A prosthetic hand is a critical tool that allows amputees to find normalcy in their lives, but some elements, such as complete freedom of movement and sensations of touch, are not the same as a real hand.
“They’ve come a long way and they have a long way to go,” said amputee Charity McFarland, who lost her left hand in a car accident almost four years ago.
McFarland said of the accident, “All I saw were lights and I basically was trying to avoid getting hit, but then the accident happened, so it was like a rollover. They told me that I rolled over three times.”

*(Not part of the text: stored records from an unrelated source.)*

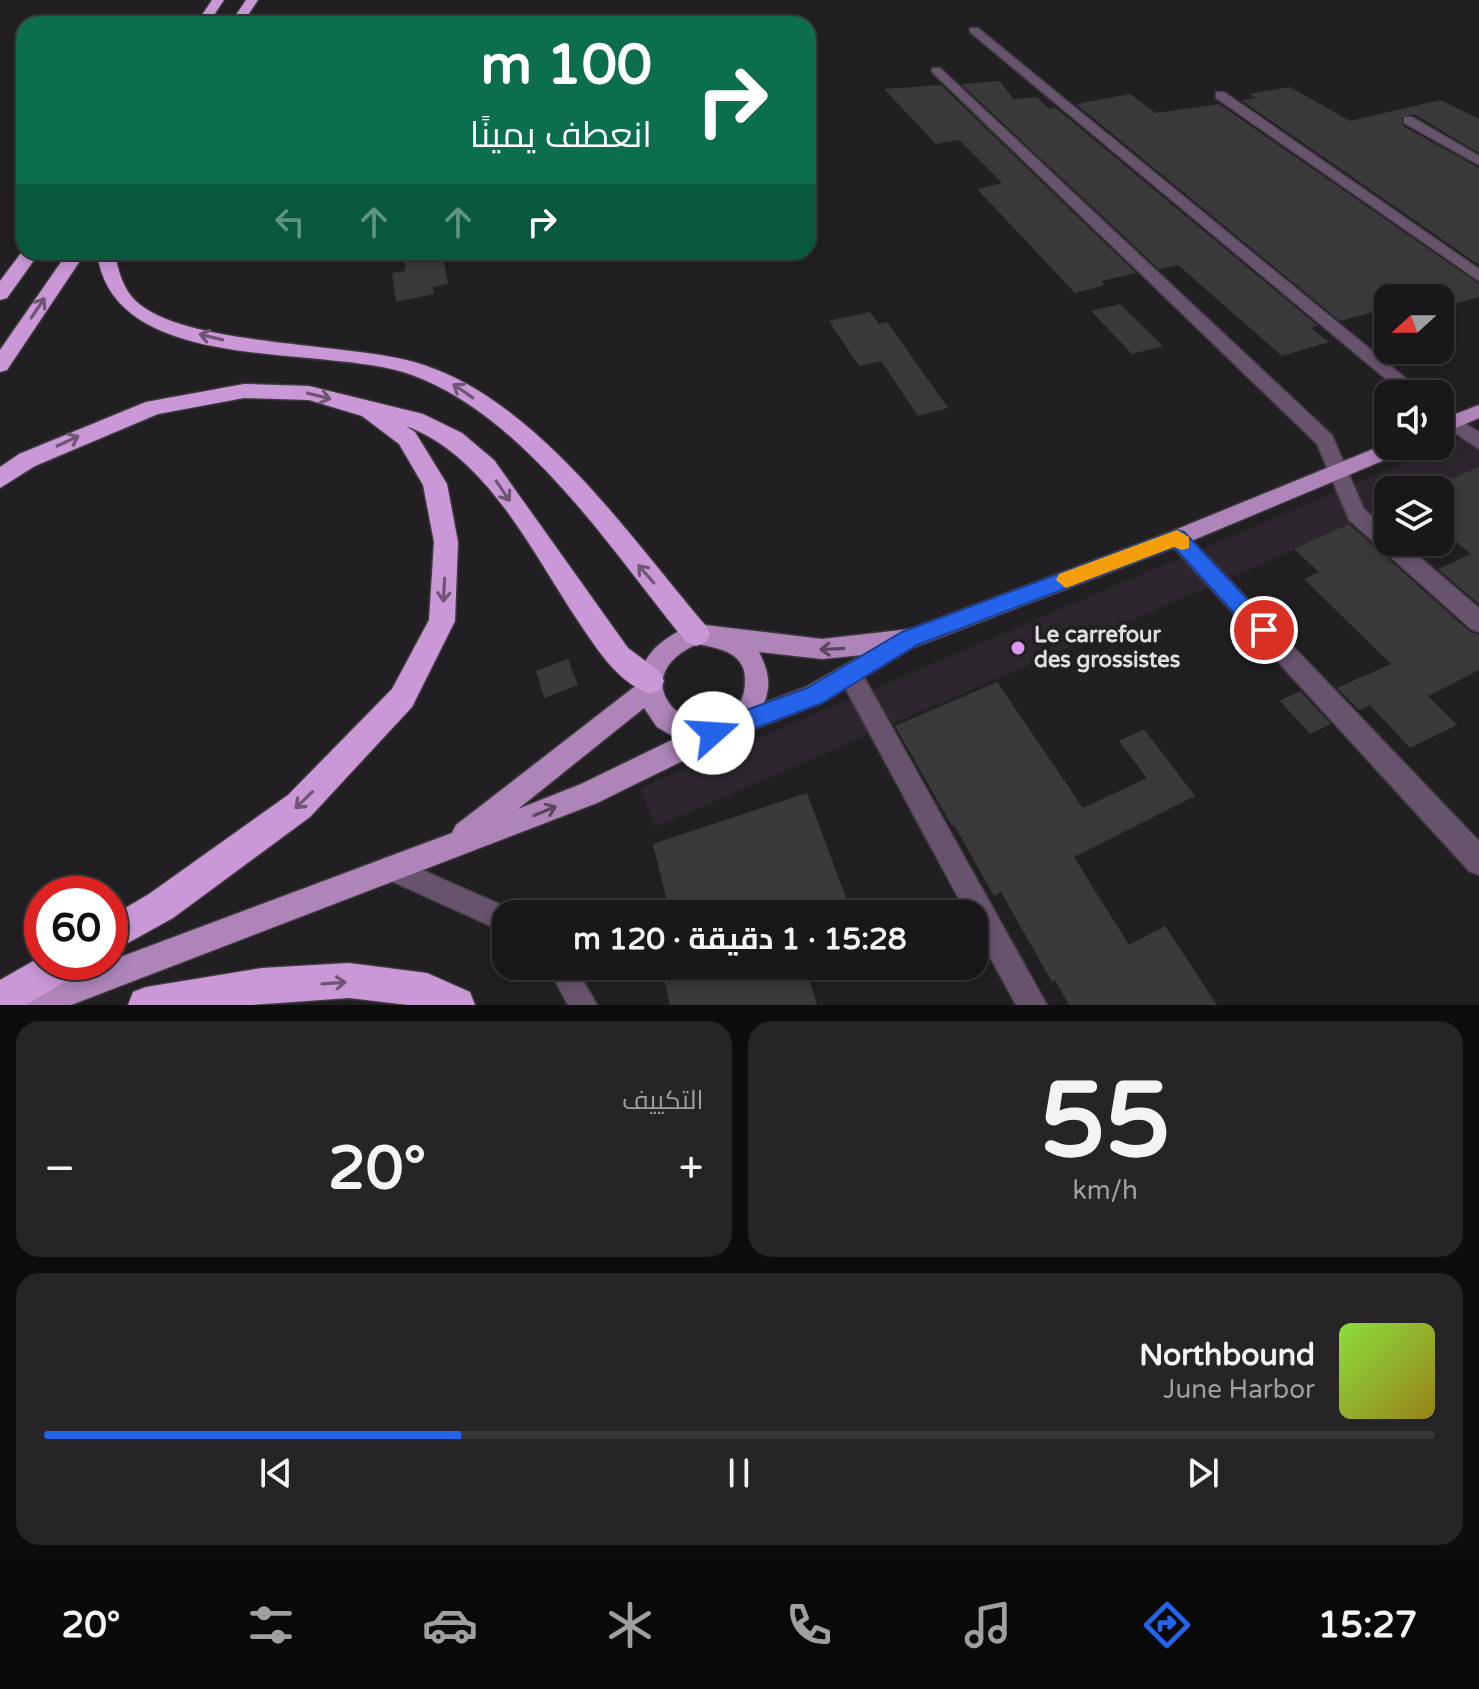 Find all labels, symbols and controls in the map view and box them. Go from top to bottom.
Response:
text: 100 m [481,32,652,99]
icon: right [680,48,784,152]
text: انعطف يمينًا [470,114,652,157]
icon: left [268,200,312,244]
icon: ahead [352,200,396,244]
icon: ahead [436,200,480,244]
icon: right [520,200,564,244]
north arrow [1374,284,1454,364]
map controls [1374,284,1454,556]
one-way arrow [30,298,46,320]
one-way arrow [199,329,225,344]
button: sound [1374,380,1454,460]
one-way arrow [453,383,474,400]
one-way arrow [306,389,332,404]
one-way arrow [55,433,80,448]
button: layers [1374,476,1454,556]
one-way arrow [495,480,511,502]
one-way arrow [637,565,655,585]
one-way arrow [436,576,451,603]
pin [1230,596,1298,664]
icon: arrive [1242,608,1286,652]
place label: Le carrefour des grossistes [1034,622,1181,673]
marker: Le carrefour des grossistes [1009,639,1027,657]
one-way arrow [819,641,846,656]
position arrow [671,691,755,775]
one-way arrow [294,791,314,810]
one-way arrow [532,803,557,817]
speed limit sign: 60 [24,876,128,980]
text: 15:28 · 1 دقيقة · 120 m [573,921,907,958]
one-way arrow [321,975,347,990]
text: 55 [1040,1060,1171,1185]
text: التكييف [622,1085,704,1116]
text: 20° [328,1133,426,1205]
text: − [44,1143,75,1196]
text: + [679,1143,703,1196]
text: km/h [1073,1175,1138,1206]
text: Northbound [1139,1337,1315,1374]
text: June Harbor [1163,1374,1315,1405]
icon: previous [254,1451,298,1495]
icon: pause [717,1451,761,1495]
icon: next [1181,1451,1225,1495]
icon: filters [243,1597,299,1653]
icon: car [422,1597,478,1653]
icon: climate [602,1597,658,1653]
icon: phone [781,1597,837,1653]
icon: music [960,1597,1016,1653]
icon: directions [1139,1597,1195,1653]
text: 20° [62,1604,120,1647]
text: 15:27 [1318,1604,1417,1647] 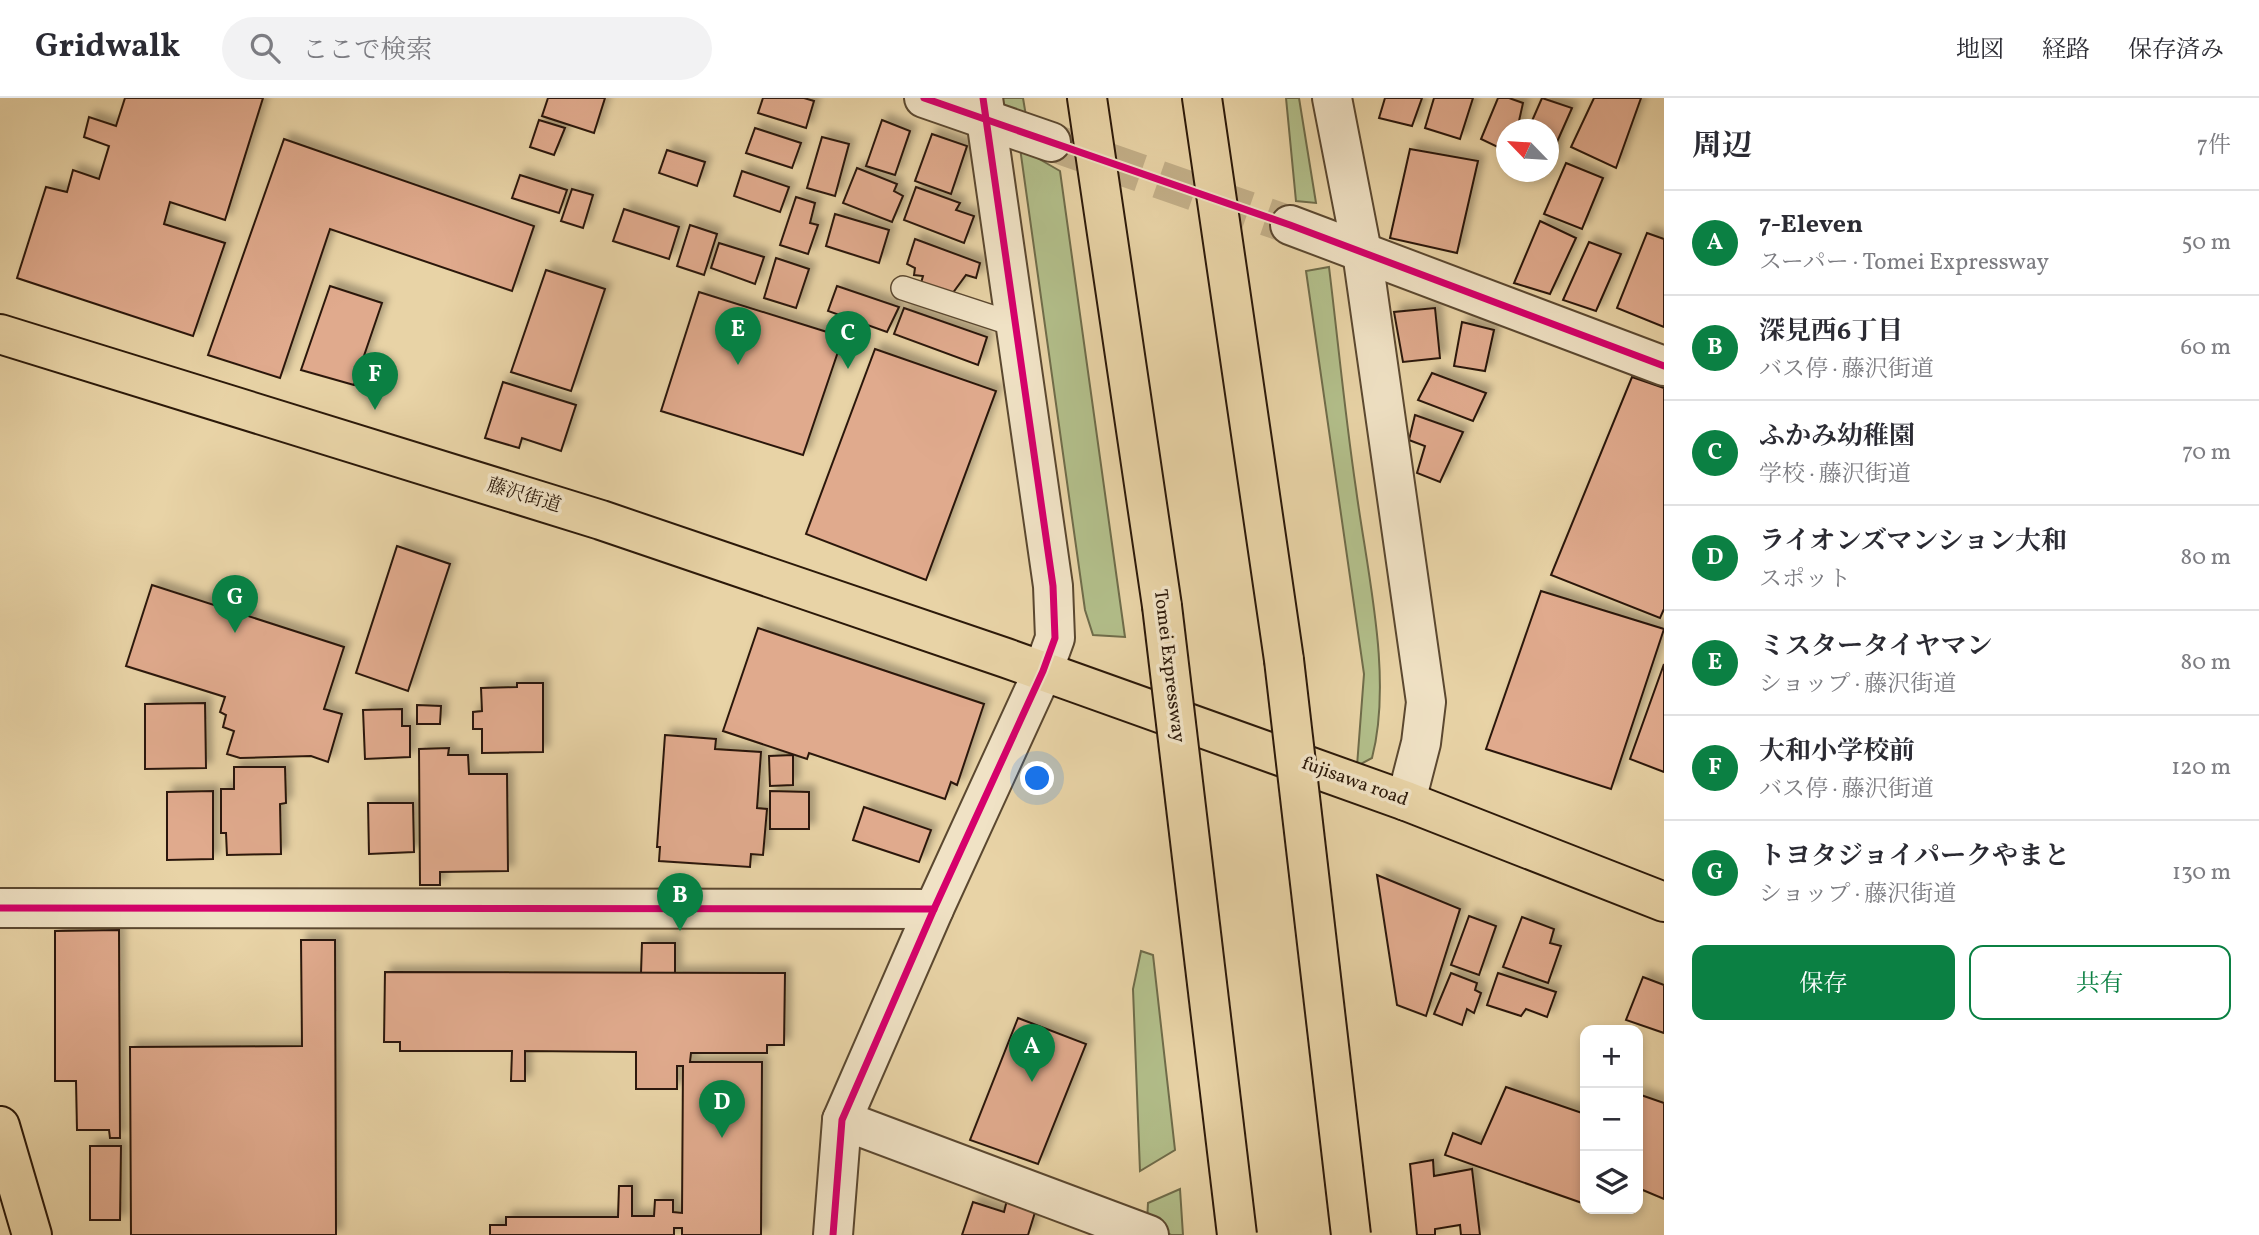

An estimated 1.7 million people in the U.S are missing a limb, according to research at Rice University in Houston.
While existing prosthetic limbs allow amputees to regain some of their abilities, there are very few devices that provide sensory feedback for the users.
Researchers from Rice University, the University of Pisa and the Italian Institute of Technology are working to allow amputees to better perceive what their prosthesis is doing.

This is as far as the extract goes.